By contrast, Bradley worked for a private legal practice for 16 years prior to her judicial appointment. Before her assignment to children’s court on Dec. 6, 2012, Bradley’s courtroom experience was limited to only a couple of cases.

“This isn’t a job where you want on-the-job training,” Cohen said. “It’s not a place where you should be learning on the job. Janet knows the system, she knows the process, she knows the rules of information. That’s what someone wants in a judge, someone who knows what it’s going to be like. Not someone who’s never spent any of her career in a courtroom.”

“I’ve walked the crime scenes with police officers, and I’ve prosecuted some of the worst criminals in Milwaukee County,” Protasiewicz said. “But I also have a strong background in civil and family court cases. We need judges with that kind of broad background and experience.”
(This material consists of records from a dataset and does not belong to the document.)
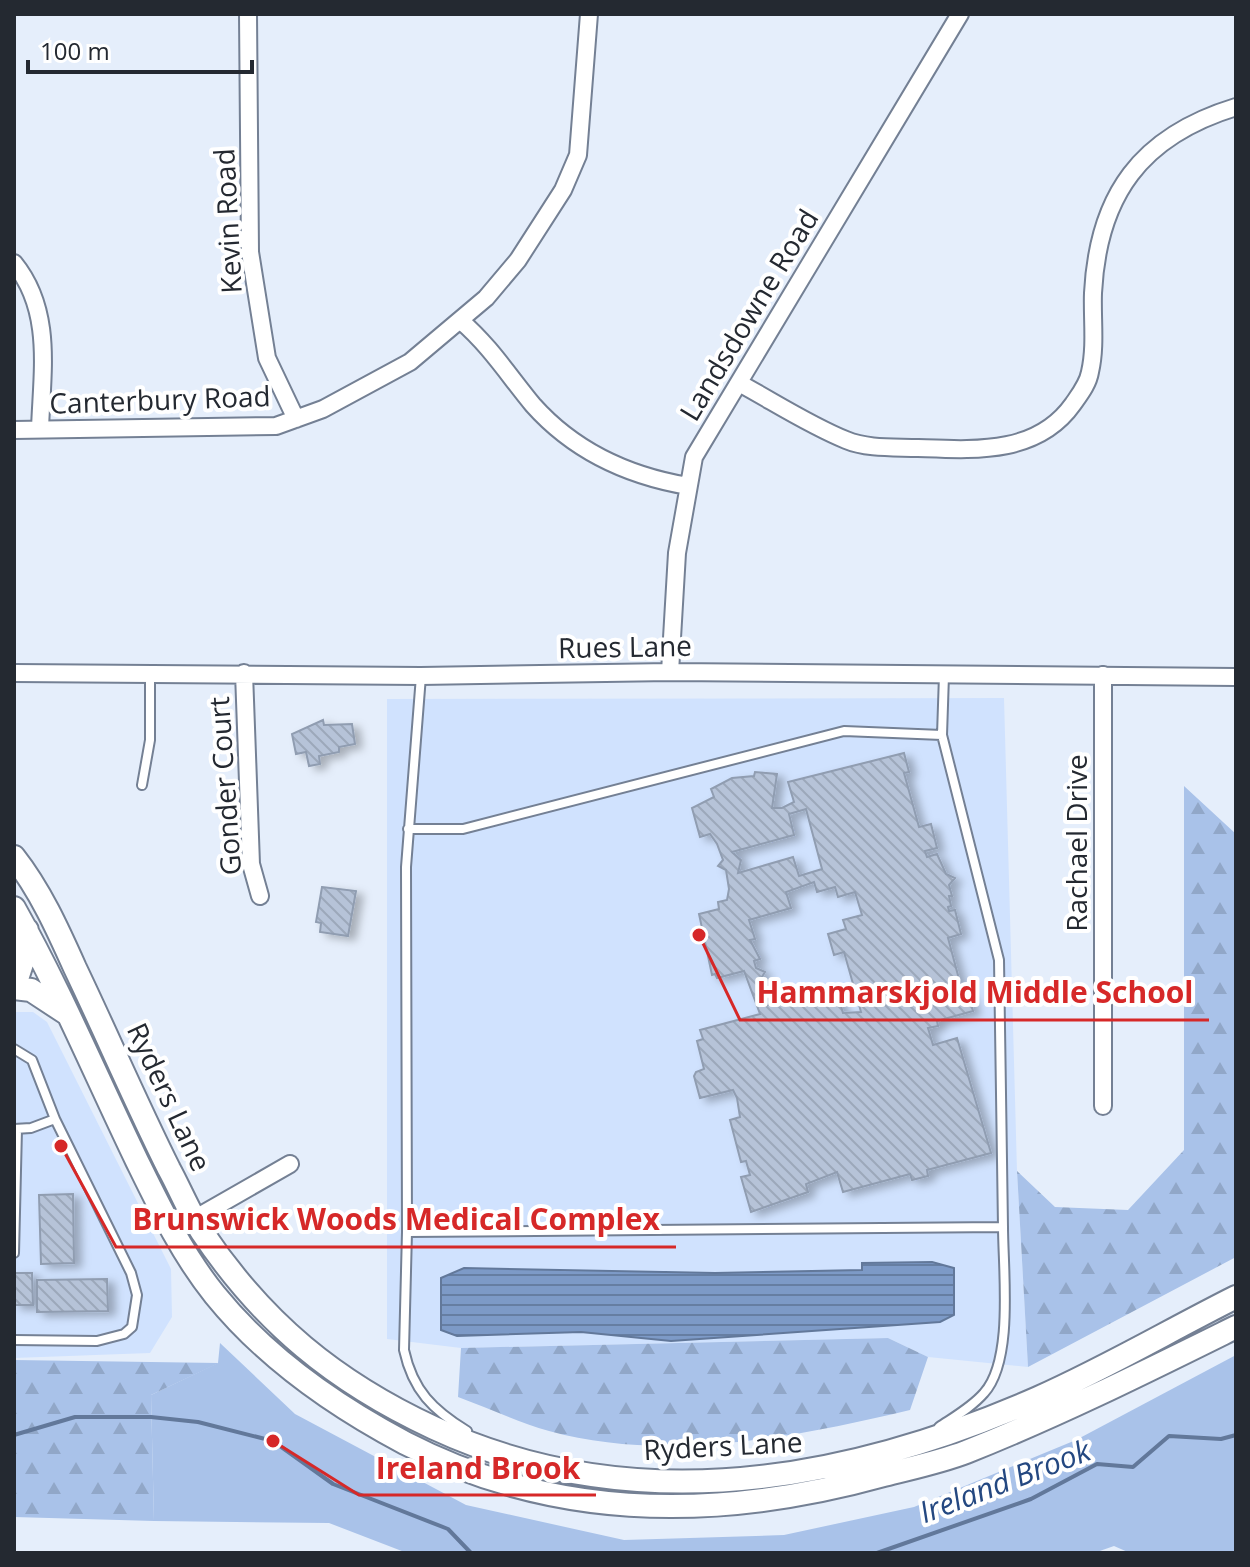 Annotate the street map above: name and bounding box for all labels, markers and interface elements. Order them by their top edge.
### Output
scale bar [28,24,252,74]
text: 100 m [40,34,110,67]
street label: Kevin Road [204,148,250,295]
street label: Landsdowne Road [670,202,826,427]
street label: Canterbury Road [49,376,271,422]
street label: Rues Lane [558,626,692,666]
street label: Gonder Court [199,695,249,877]
street label: Rachael Drive [1057,754,1095,932]
callout: Hammarskjold Middle School [740,966,1209,1020]
text: Hammarskjold Middle School [757,971,1193,1012]
street label: Ryders Lane [119,1016,221,1177]
callout: Brunswick Woods Medical Complex [116,1193,676,1247]
text: Brunswick Woods Medical Complex [132,1198,660,1239]
street label: Ryders Lane [642,1422,803,1468]
water label: Ireland Brook [913,1429,1097,1532]
callout: Ireland Brook [359,1441,596,1495]
text: Ireland Brook [376,1447,581,1488] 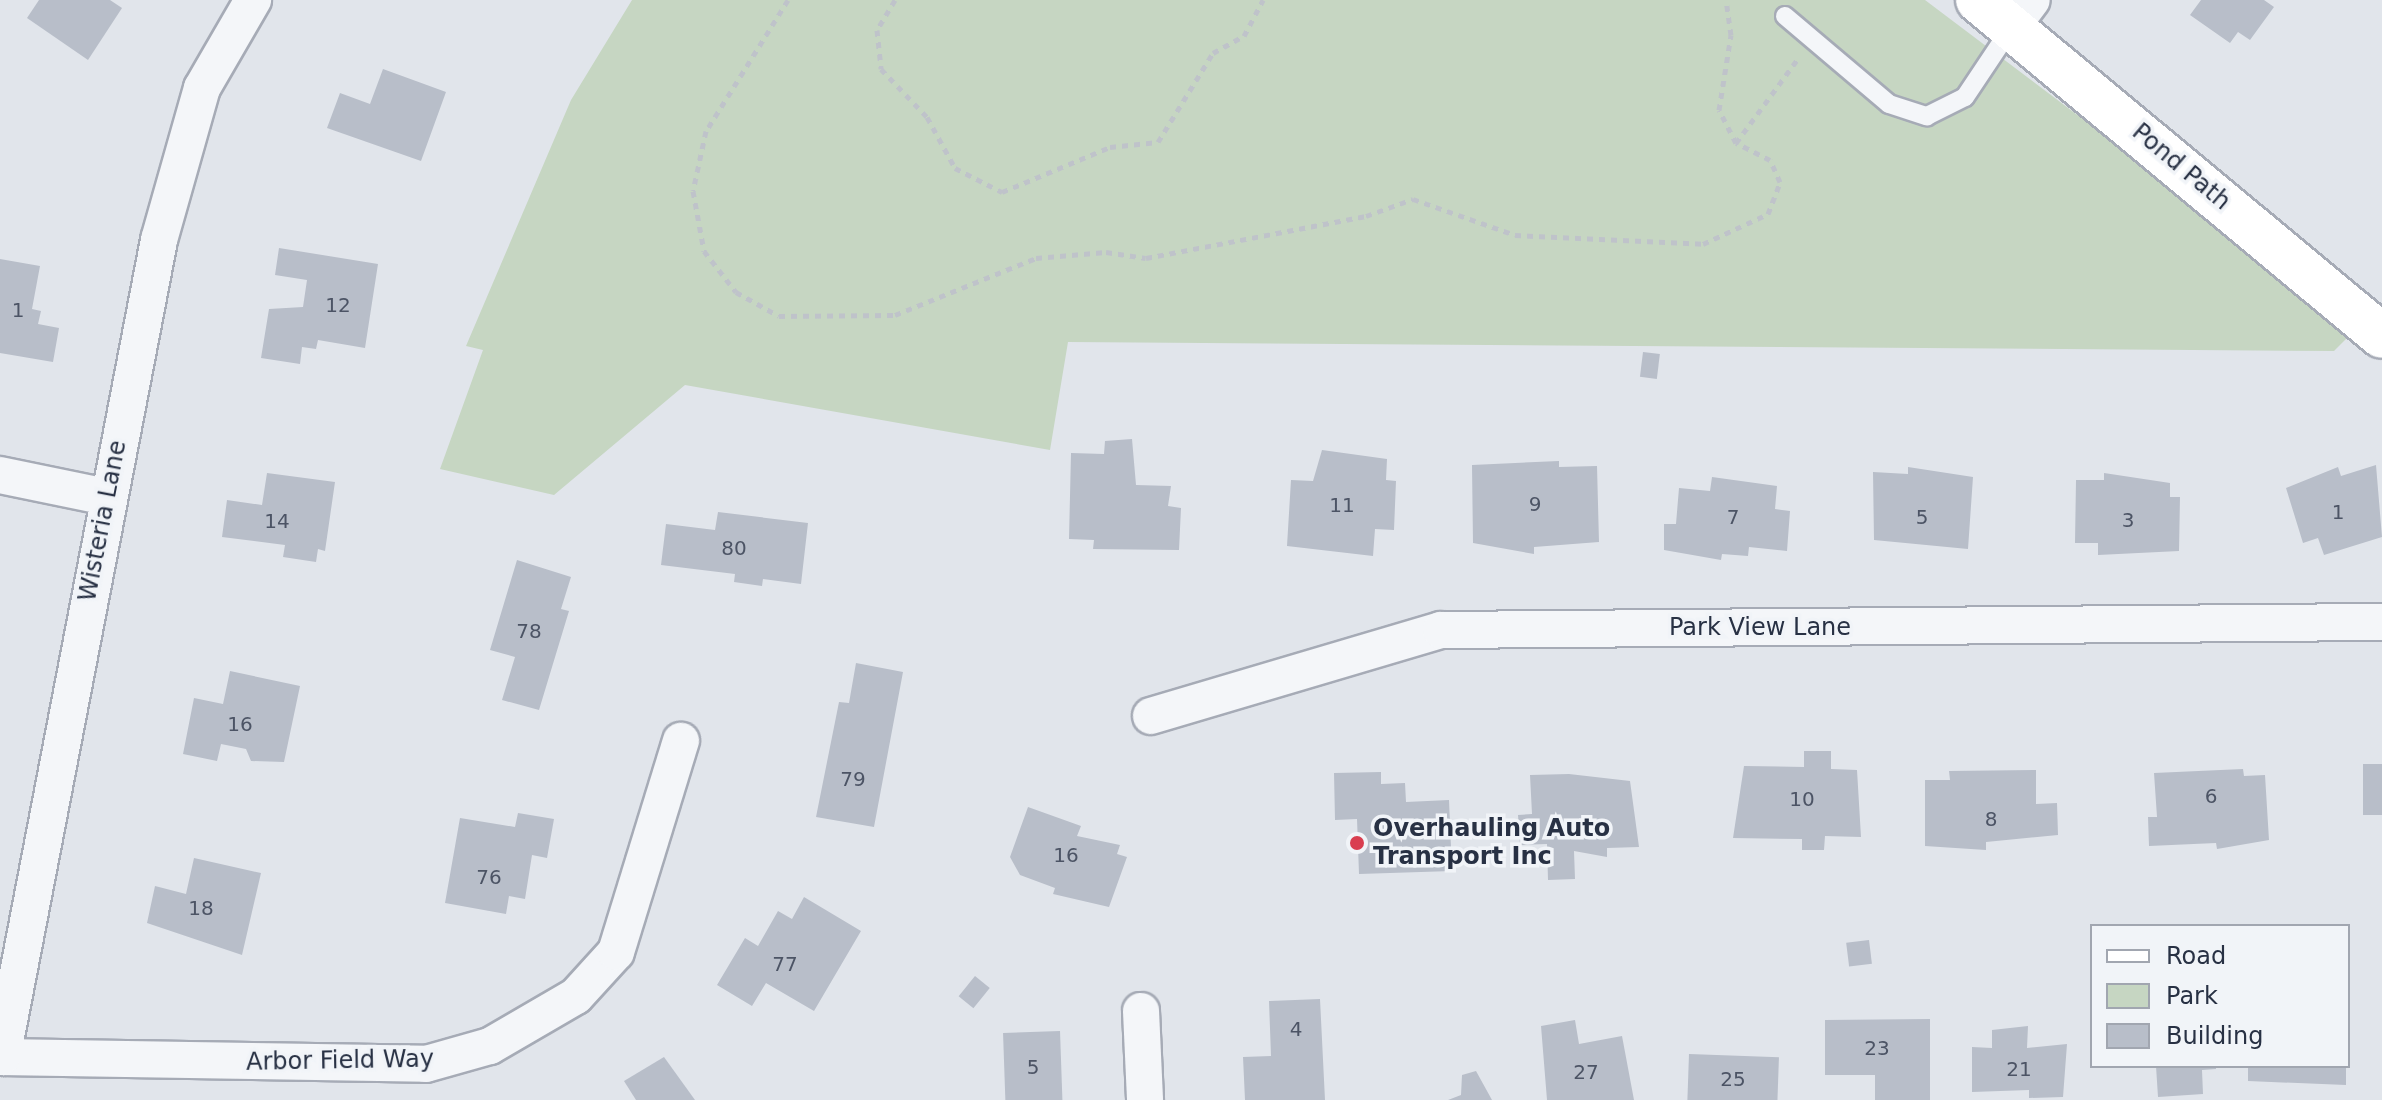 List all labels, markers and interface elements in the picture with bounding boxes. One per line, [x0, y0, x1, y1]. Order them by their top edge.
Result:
street label: Pond Path [2126, 118, 2236, 216]
house number: 12 [325, 293, 351, 317]
house number: 1 [12, 298, 24, 322]
street label: Wisteria Lane [73, 438, 133, 604]
house number: 9 [1529, 492, 1541, 516]
house number: 11 [1329, 493, 1355, 517]
house number: 1 [2332, 500, 2344, 524]
house number: 7 [1727, 505, 1739, 529]
house number: 5 [1916, 505, 1928, 529]
house number: 3 [2122, 508, 2134, 532]
house number: 14 [264, 509, 290, 533]
house number: 80 [721, 536, 747, 560]
street label: Park View Lane [1669, 614, 1851, 642]
house number: 78 [516, 619, 542, 643]
house number: 16 [227, 712, 253, 736]
house number: 79 [840, 767, 866, 791]
house number: 6 [2205, 784, 2217, 808]
house number: 10 [1789, 787, 1815, 811]
house number: 8 [1985, 807, 1997, 831]
place label: Overhauling Auto Transport Inc [1373, 815, 1610, 871]
marker: Overhauling Auto Transport Inc [1348, 834, 1366, 852]
house number: 16 [1053, 843, 1079, 867]
house number: 76 [476, 865, 502, 889]
house number: 18 [188, 896, 214, 920]
legend [2090, 924, 2350, 1068]
text: Road [2166, 942, 2226, 970]
house number: 77 [772, 952, 798, 976]
text: Park [2166, 982, 2218, 1010]
house number: 4 [1290, 1017, 1302, 1041]
text: Building [2166, 1022, 2263, 1050]
house number: 23 [1864, 1036, 1890, 1060]
street label: Arbor Field Way [246, 1045, 434, 1077]
house number: 5 [1027, 1055, 1039, 1079]
house number: 21 [2006, 1057, 2032, 1081]
house number: 27 [1573, 1060, 1599, 1084]
house number: 25 [1720, 1067, 1746, 1091]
Protasiewicz’s experience has won her the endorsements of 721 judges, elected officials and community leaders. District Attorney John Chisholm, Rep. Gwen Moore and Milwaukee Mayor Tom Barrett are all backing Protasiewicz. So is the Citizen Action of Wisconsin, AFSCME District Council 48 (Milwaukee), state Reps. Sandy Pasch, Jon Richards and Evan Goyke, along with state Sens. Lena Taylor, Chris Larson and Tim Carpenter.

Equality Wisconsin and Fair Wisconsin, the state’s LGBT civil rights groups, have both endorsed Protasiewicz.

But Bradley has the endorsement of influential gay Republicans and Milwaukee County Executive Chris Abele, a strong equality advocate.

Unlike Bradley, Protasiewicz so far has no third-party special-interest groups spending untraceable dollars on her campaign. Every PAC that supports Protasiewicz has adhered to the $3,000 contribution limit as well as donor disclosure requirements, according to Cohen.

But despite all the contrasts between these two campaigns and personalities, the outcome on April 2 will likely come down to the candidates’ political affiliations more than anything else – and whether voters are paying attention to them.